La SCI Eli Bail sera déboutée de sa demande sur le fondement de l’article 700 du code de procédure civile.
La société AXA France IARD sera condamnée aux dépens de l’instance en appel.
Il sera fait droit à la demande sur le fondement de l’article 699 du code de procédure civile.
Par ces motifs
La cour après en avoir délibéré, statuant publiquement, par arrêt rendu par défaut, et en dernier ressort,
Confirme le jugement entrepris sauf sur la condamnation de la SCI Eli Bail à payer à Mme Y E la somme de 12 180 euros en réparation de son préjudice matériel
Réformant le jugement de ce chef,
Condamne la SCI Eli Bail à payer à Mme Y E la somme de 26 754,83 euros de dommages et intérêts en réparation de son préjudice matériel
Y ajoutant,
Condamne la société AXA France IARD à payer à Mme Y E la somme de 5000 euros sur le fondement de l’article 700 du code de procédure civile en cause d’appel.

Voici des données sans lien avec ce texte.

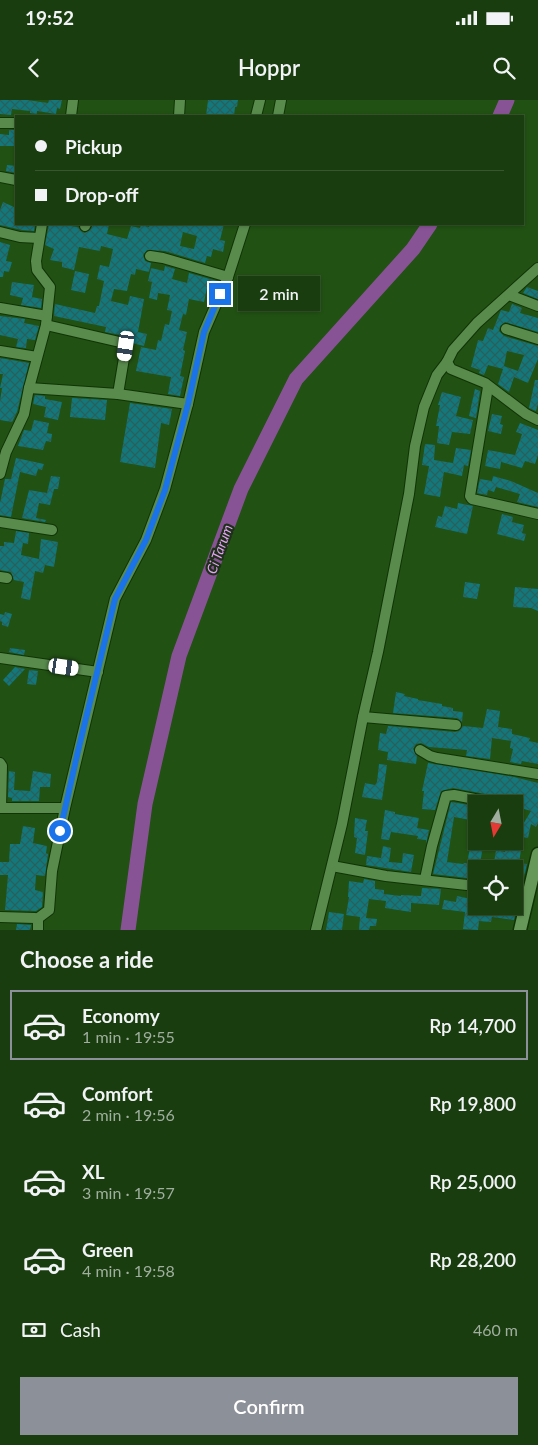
<!DOCTYPE html>
<meta charset="utf-8">
<style>
:root{--surface:#193d0e;--page:#26481c;--text:#f1f3f6;--muted:#9fae9e;--line:#37562e;--accent:#8c9099}
body{margin:0;font-family:Lato,sans-serif;background:var(--page);color:var(--text);height:100vh;display:flex;flex-direction:column;font-size:19px;white-space:nowrap}
*{box-sizing:border-box;margin:0}
p{font-size:16px;color:var(--muted)}
.icon{flex:none;width:28px;height:28px;fill:none;stroke:currentColor;stroke-width:2;stroke-linecap:round;stroke-linejoin:round}
.map{position:relative;height:830px;overflow:hidden}
.panel{display:flex;flex-direction:column;background:var(--surface);flex:1}
.panel>*{flex:none}
.top-card{position:absolute;left:15px;top:15px;width:509px;height:110px;border-radius:0px;box-shadow:0 1px 4px #0004,0 0 0 1px var(--line);display:grid;align-content:center;height:110px;padding:0 20px;background:var(--surface)}
.needle{width:32px;rotate:190deg}
.controls{position:absolute;left:468px;top:695px;display:grid;gap:10px}
.controls a{display:grid;place-items:center;width:55px;height:55px;border-radius:0px;background:var(--surface);box-shadow:0 1px 4px #0004,0 0 0 1px var(--line);font-size:25px}
.end{position:absolute;width:22px;height:22px;margin:-11px;border:6px solid #1a73e8;background:#fff;box-shadow:0 0 0 2px #fff}
.from{border-radius:50%}
.bubble{position:absolute;height:35px;border-radius:0px;background:var(--surface);box-shadow:0 1px 4px #0004,0 0 0 1px var(--line);font-size:16px;font-weight:600;line-height:35px;text-align:center}
.car{position:absolute;width:15px;height:30px;margin:-15px -8px;border-radius:6px;box-shadow:0 0 4px 1px #0007;background:linear-gradient(#fff 24%,#345 0 40%,#fff 0 76%,#345 0 86%,#fff 0)}
.top-card b{display:flex;align-items:center;gap:18px;height:48px;font-size:19px}
.top-card b+b{border-top:1px solid var(--line)}
.top-card i{width:12px;height:12px;background:var(--text)}
ul{padding:0;list-style:none}
li{display:flex;align-items:center;gap:15px;height:70px;margin:0 10px 8px;padding:0 10px;border:2px solid transparent;border-radius:0px}
li div{flex:1}
li b{display:block;font-size:19px}
li em{font-style:normal;font-weight:600}
li.active{border-color:var(--accent)}
li>.icon{width:45px;height:45px;stroke-width:1.5}
h2{padding:0 20px;font-size:22px;line-height:60px}
.pay{display:flex;align-items:center;gap:12px;height:55px;padding:0 20px;font-size:19px}
.pay p{margin-inline-start:auto}
.primary-button{display:flex;gap:10px;margin-top:auto;padding:10px 20px}
.primary-button a{flex:1;height:58px;border-radius:0px;background:var(--accent);color:#fff;font-size:20px;font-weight:600;line-height:58px;text-align:center}
.status{display:flex;justify-content:space-between;align-items:center;height:35px;padding:0 25px;background:var(--surface);direction:ltr}
.status svg{height:14px;fill:currentColor}
header{display:flex;justify-content:space-between;align-items:center;height:65px;padding:0 20px;background:var(--surface);font-size:22px;font-weight:600}
.map>svg:first-child{display:block}
</style>
<div class="status"><b>19:52</b><svg viewBox="0 0 49 12"><path d="M0 12V9h3v3zM5 12V6h3v6zM10 12V3h3v9zM15 12V0h3v12zM26 1h20v11H26zM47 4h2v5h-2z"/></svg></div>
<header><svg class="icon" aria-label="back" viewBox="0 0 24 24"><path d="M15 5l-7 7 7 7"/></svg>Hoppr<svg class="icon" aria-label="search" viewBox="0 0 24 24"><circle cx="10" cy="10" r="6"/><path d="M15 15l6 6"/></svg></header>
<div class="map">
<svg width="538" height="830" viewBox="0 0 538 830">
<defs>
<pattern id="building-cross-hatch" width="8" height="8" patternUnits="userSpaceOnUse" patternTransform="scale(1.25)"><rect width="8" height="8" fill="#13787c"/><path d="M0 0l8 8M0 8l8-8" fill="none" stroke="#29605c"/></pattern>
</defs>
<rect width="100%" height="100%" fill="#215113"/>
<g fill="none" stroke-linecap="round" stroke-linejoin="round">
<g stroke="#885395" stroke-width="15">
<path d="M500,16L507,0"/>
<path d="M128,830L145,704L179,556L241,389L296,279L413,149L430,124"/>
</g>
</g>
<g fill="url(#building-cross-hatch)" fill-rule="evenodd">
<path d="M0,0H27L48,3L49,0H62L60,9L57,8L56,14L37,11V14L30,13V11L12,9L11,15L0,14Z"/>
<path d="M208,0H238L237,7H235L234,16H206Z"/>
<path d="M9,30H16V46H0V34L9,35Z"/>
<path d="M7,65L16,66V73L6,71Z"/>
<path d="M3,102L16,108V124H35L34,131L22,130L0,125V110Z"/>
<path d="M49,124H71V126L78,127L82,132L85,133L91,129L93,124H109L107,134L127,139L131,126L140,128L141,125L149,127L150,124H224L220,140L225,141L223,152L213,149L211,157L207,156L205,163L165,151L147,150L143,155L145,161L151,163L149,172L136,169L135,175L131,174L127,191L114,189L111,201L128,205L130,196L144,199L138,232L147,234L144,246L132,243L126,236L105,232L106,227L54,216L55,204L95,213L97,206H99L104,181L97,179L100,165L109,167L113,149L101,146L100,151L79,147L74,170L62,167V162L50,160L54,149L45,145ZM183,132L197,136L194,149L180,146Z"/>
<path d="M0,142L10,145L6,161L12,162L9,172L4,171L3,177H0Z"/>
<path d="M165,166L175,169L172,179L187,183L189,173L217,181L215,189L207,188L204,202L189,199L186,215L183,214L179,230L187,232L183,250L185,251L180,276L184,277L180,296L168,294L171,277L136,271L141,247L156,250L158,240L161,241L165,224L169,225L172,211L167,210L170,195L158,193L157,200L149,198L152,182L148,181L151,168L164,171Z"/>
<path d="M75,171L89,174L85,193L71,190Z"/>
<path d="M12,182L34,185L32,197L42,199L41,208L21,205L23,198L10,195Z"/>
<path d="M527,187L538,191V199L523,193Z"/>
<path d="M512,204L522,208L520,213L538,218V232L505,222L500,226L499,231L504,236L538,246V259L528,283L514,277L509,292L498,284L503,269L488,265L484,275L479,273L480,270L471,267L478,240L483,241L488,228L493,230L501,210L509,212ZM507,251L524,255L518,271L504,266Z"/>
<path d="M0,216L25,219L24,223L39,226L35,240L27,239L26,248L16,247L18,239L0,235Z"/>
<path d="M0,258L29,263L17,312L12,322L0,320V301L2,288H0L3,274H0Z"/>
<path d="M535,280H538V304L536,311L529,308Z"/>
<path d="M475,289L480,291L476,318L469,316Z"/>
<path d="M442,292L461,297L456,316L473,320L470,334L452,332L449,345L437,343L439,326H436L440,305H438Z"/>
<path d="M35,295L45,296V299L62,302L58,320L44,317L46,307L33,304Z"/>
<path d="M72,298L107,300L105,320L70,317Z"/>
<path d="M130,303L172,309L169,325L161,323L155,368L120,362Z"/>
<path d="M492,314L502,316L500,324L503,325L501,334L488,331Z"/>
<path d="M34,320L49,323L47,333L52,334L51,342L46,341L43,350L18,346L24,330L31,331Z"/>
<path d="M520,323L538,330V355L535,364L525,361L522,368L501,362L500,369L485,366L488,350L515,355L522,334L516,332Z"/>
<path d="M425,344L435,345L434,360L453,363L456,348L471,350L468,366L464,365L462,376L444,372L440,397L424,394L429,366L422,365Z"/>
<path d="M16,358L44,364L42,370L38,369L36,376L20,372L11,417L0,415V403L5,379H11Z"/>
<path d="M51,376L60,377L58,389H54L50,405L39,403L36,418L46,420L45,422L22,418L29,390L47,393Z"/>
<path d="M493,376L511,381L538,393V407L517,402L520,394L496,387L494,392L488,390L487,395L477,393L480,379L492,381Z"/>
<path d="M458,403L473,406L467,434L435,427L438,416L442,417L445,406L457,409Z"/>
<path d="M502,414L513,417L512,422L524,425L522,433L526,434L524,441L497,434Z"/>
<path d="M16,431L29,433L28,444L23,443L21,455L39,459L41,439L58,442L54,467L45,465L43,473L35,471L30,500L21,498L24,482L14,480L11,472L0,470V446H4V442L14,443Z"/>
<path d="M465,482L480,484L477,499L463,497Z"/>
<path d="M515,487L538,489V511L531,508L513,507Z"/>
<path d="M5,512L12,514L8,527L2,525V522L0,521V514L4,515Z"/>
<path d="M10,548L25,550L24,555L9,552Z"/>
<path d="M15,567L25,569L9,586L3,580Z"/>
<path d="M29,570L38,571L36,585L27,584Z"/>
<path d="M396,592L405,594L404,596L418,599V600L442,604V606L453,608V611L463,612L462,622L457,618L393,613Z"/>
<path d="M487,609L500,611L498,627L512,629V634L530,638L529,641L538,643V664L522,661L521,664L510,662L513,649L510,648L511,641L492,638L490,659L466,656L467,650L429,647L421,643L416,644L413,649L417,656L416,664L387,660L388,652L378,650L380,633L386,634L388,626L455,632L459,631L463,626L483,628Z"/>
<path d="M428,663L514,677L538,683V723L536,727L531,724L528,738L523,737L519,763L527,764L522,785L514,783V769H493L496,750L505,752L507,741H514V725L522,726L531,711L514,706V704L497,702L495,697L491,695L453,688L441,691L435,710L422,709L424,691H422Z"/>
<path d="M379,664L387,665L382,700L362,697L365,683L375,685L377,682Z"/>
<path d="M9,671L15,672L14,690L30,691L33,671L51,674L50,687H40L39,701H12V698L8,697Z"/>
<path d="M451,702L476,706V721L454,717L447,762L463,764L464,763H467L470,748L473,749L475,741H484L479,769H476V779L433,774Z"/>
<path d="M385,710L395,712V714L419,718L417,728L429,730L426,744V740L417,739L418,736L391,732L389,740L381,739Z"/>
<path d="M355,718L367,720L365,731H368L365,755L355,753L357,738L354,737Z"/>
<path d="M23,726L35,728L33,743L47,746L46,753L48,754L45,776L36,775L35,790L43,792L42,807L36,811L5,810L8,775H0V762H9L10,744H20Z"/>
<path d="M383,746L391,748L389,762L402,763L403,753L414,755L411,772L366,765L367,756L381,758Z"/>
<path d="M364,779L375,781V789L384,790V794L401,796V795L421,796L422,788L441,789L439,805L411,803V812L385,808L386,801L369,799L366,818L377,819L376,826H370L369,830H359L360,817L346,815L349,797H348L349,781L363,783Z"/>
<path d="M457,796L476,800L475,806H517L514,820L492,817L491,822L479,821L478,830L463,829L465,812L442,809L444,800L456,802Z"/>
<path d="M329,812L344,814L342,830H326Z"/>
<path d="M17,824L31,825L30,830H16Z"/>
</g>
<g fill="none" stroke-linecap="round" stroke-linejoin="round">
<g stroke="#103405" stroke-width="12">
<g id="minor">
<path d="M71,16L73,0"/>
<path d="M179,16L180,0"/>
<path d="M256,16L260,0"/>
<path d="M278,16L281,0"/>
<path d="M0,23H16"/>
<path d="M0,77L16,80"/>
<path d="M85,126L86,124"/>
<path d="M0,132L20,137L39,138"/>
<path d="M150,156L163,158L228,177"/>
<path d="M538,168L477,223L453,250L447,262L451,269L485,283L526,314L538,320"/>
<path d="M509,195L538,206"/>
<path d="M0,208L47,216"/>
<path d="M46,225L124,243L126,246L118,294"/>
<path d="M506,229L538,239"/>
<path d="M0,251L37,257"/>
<path d="M488,287L470,396L472,399L538,414"/>
<path d="M29,288L118,294L188,304"/>
<path d="M0,374L6,352L24,314L29,288L46,225L50,187L37,170L36,161L42,124"/>
<path d="M0,422L52,430"/>
<path d="M0,477L7,478"/>
<path d="M0,558L98,572"/>
<path d="M363,617L456,625"/>
<path d="M420,650L430,656L437,658L538,674"/>
<path d="M0,663L2,666L1,708"/>
<path d="M0,708H65"/>
<path d="M332,766L386,776L476,786"/>
<path d="M425,779L432,746L446,696L454,695L490,702"/>
<path d="M514,792L528,794"/>
<path d="M0,817L35,818L38,821V830"/>
<path d="M37,819L49,810L52,771L65,708L115,499L146,440L165,389L188,304L204,232L228,177L245,124"/>
<path d="M316,830L342,724L363,617L378,552L409,394L415,346L424,307L437,275L447,262"/>
</g>
</g>
<g stroke="#103405" stroke-width="15">
<path id="secondary" d="M520,830L538,754"/>
</g>
<use href="#minor" stroke="#598b4d" stroke-width="10"/>
<use href="#secondary" stroke="#669959" stroke-width="12"/>
</g>
<g fill="none" stroke-linecap="round" stroke-linejoin="round">
<path stroke="#1a73e8" stroke-width="6" d="M60,731L78,651L115,499L146,440L165,390L188,304L204,232L220,194"/>
</g>
<g text-anchor="middle" dominant-baseline="central" stroke-width="4.5" stroke-linejoin="round" paint-order="stroke">
<g font-size="14" font-style="italic" fill="#e9a0fa" stroke="#1c3117">
<text transform="translate(219 449) rotate(-70)">Ci Tarum</text>
</g>
</g>
</svg>
<div class="controls">
<a><svg class="needle" viewBox="-14 -14 28 28"><path d="M0-13l5 13h-10z" fill="#e53935"/><path d="M0 13l5-13h-10z" fill="#9fae9e"/></svg></a>
<a><svg class="icon" aria-label="locate" viewBox="0 0 24 24"><circle cx="12" cy="12" r="6"/><path d="M12 2v4M12 18v4M2 12h4M18 12h4"/></svg></a>
</div>
<i class="end from" style="left:60px;top:731px"></i>
<i class="end" style="left:220px;top:194px"></i>
<div class="bubble" style="left:238px;top:176px;width:82px">2 min</div>
<i class="car" style="left:126px;top:246px;rotate:188deg"></i>
<i class="car" style="left:64px;top:567px;rotate:98deg"></i>
<div class="top-card">
<b><i class="from"></i>Pickup</b>
<b><i></i>Drop-off</b>
</div>
</div>
<section class="panel">
<h2>Choose a ride</h2>
<ul>
<li class="active"><svg class="icon" aria-label="car" viewBox="0 0 24 24"><path d="M5 17H2v-5l4-1 3-4h7l3 4 3 1v5h-3M9 17h6M6 11h13"/><circle cx="7" cy="17" r="2"/><circle cx="17" cy="17" r="2"/></svg><div><b>Economy</b><p>1 min · 19:55</p></div><em>Rp 14,700</em></li>
<li><svg class="icon" aria-label="car" viewBox="0 0 24 24"><path d="M5 17H2v-5l4-1 3-4h7l3 4 3 1v5h-3M9 17h6M6 11h13"/><circle cx="7" cy="17" r="2"/><circle cx="17" cy="17" r="2"/></svg><div><b>Comfort</b><p>2 min · 19:56</p></div><em>Rp 19,800</em></li>
<li><svg class="icon" aria-label="car" viewBox="0 0 24 24"><path d="M5 17H2v-5l4-1 3-4h7l3 4 3 1v5h-3M9 17h6M6 11h13"/><circle cx="7" cy="17" r="2"/><circle cx="17" cy="17" r="2"/></svg><div><b>XL</b><p>3 min · 19:57</p></div><em>Rp 25,000</em></li>
<li><svg class="icon" aria-label="car" viewBox="0 0 24 24"><path d="M5 17H2v-5l4-1 3-4h7l3 4 3 1v5h-3M9 17h6M6 11h13"/><circle cx="7" cy="17" r="2"/><circle cx="17" cy="17" r="2"/></svg><div><b>Green</b><p>4 min · 19:58</p></div><em>Rp 28,200</em></li>
</ul>
<div class="pay"><svg class="icon" aria-label="cash" viewBox="0 0 24 24"><path d="M3 7h18v10H3z"/><circle cx="12" cy="12" r="2"/></svg>Cash<p>460 m</p></div>
<div class="primary-button"><a>Confirm</a></div>
</section>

Déboute la société AXA FRANCE IARD et la SCI Eli Bail de leurs demandes sur le fondement de l’article 700 du code de procédure civile
Condamne la société AXA France IARD aux dépens de l’appel et autorise la SCPA De Tassigny et
associés à procéder au recouvrement direct des dépens dont elle a fait l’avance sans avoir reçu provision, en application des dispositions de l’article 699 du code de procédure civile.
Le présent arrêt a été signé par Mme AF, Président, et par Mme AD, Greffier, auquel la minute de la décision a été remise par le magistrat signataire.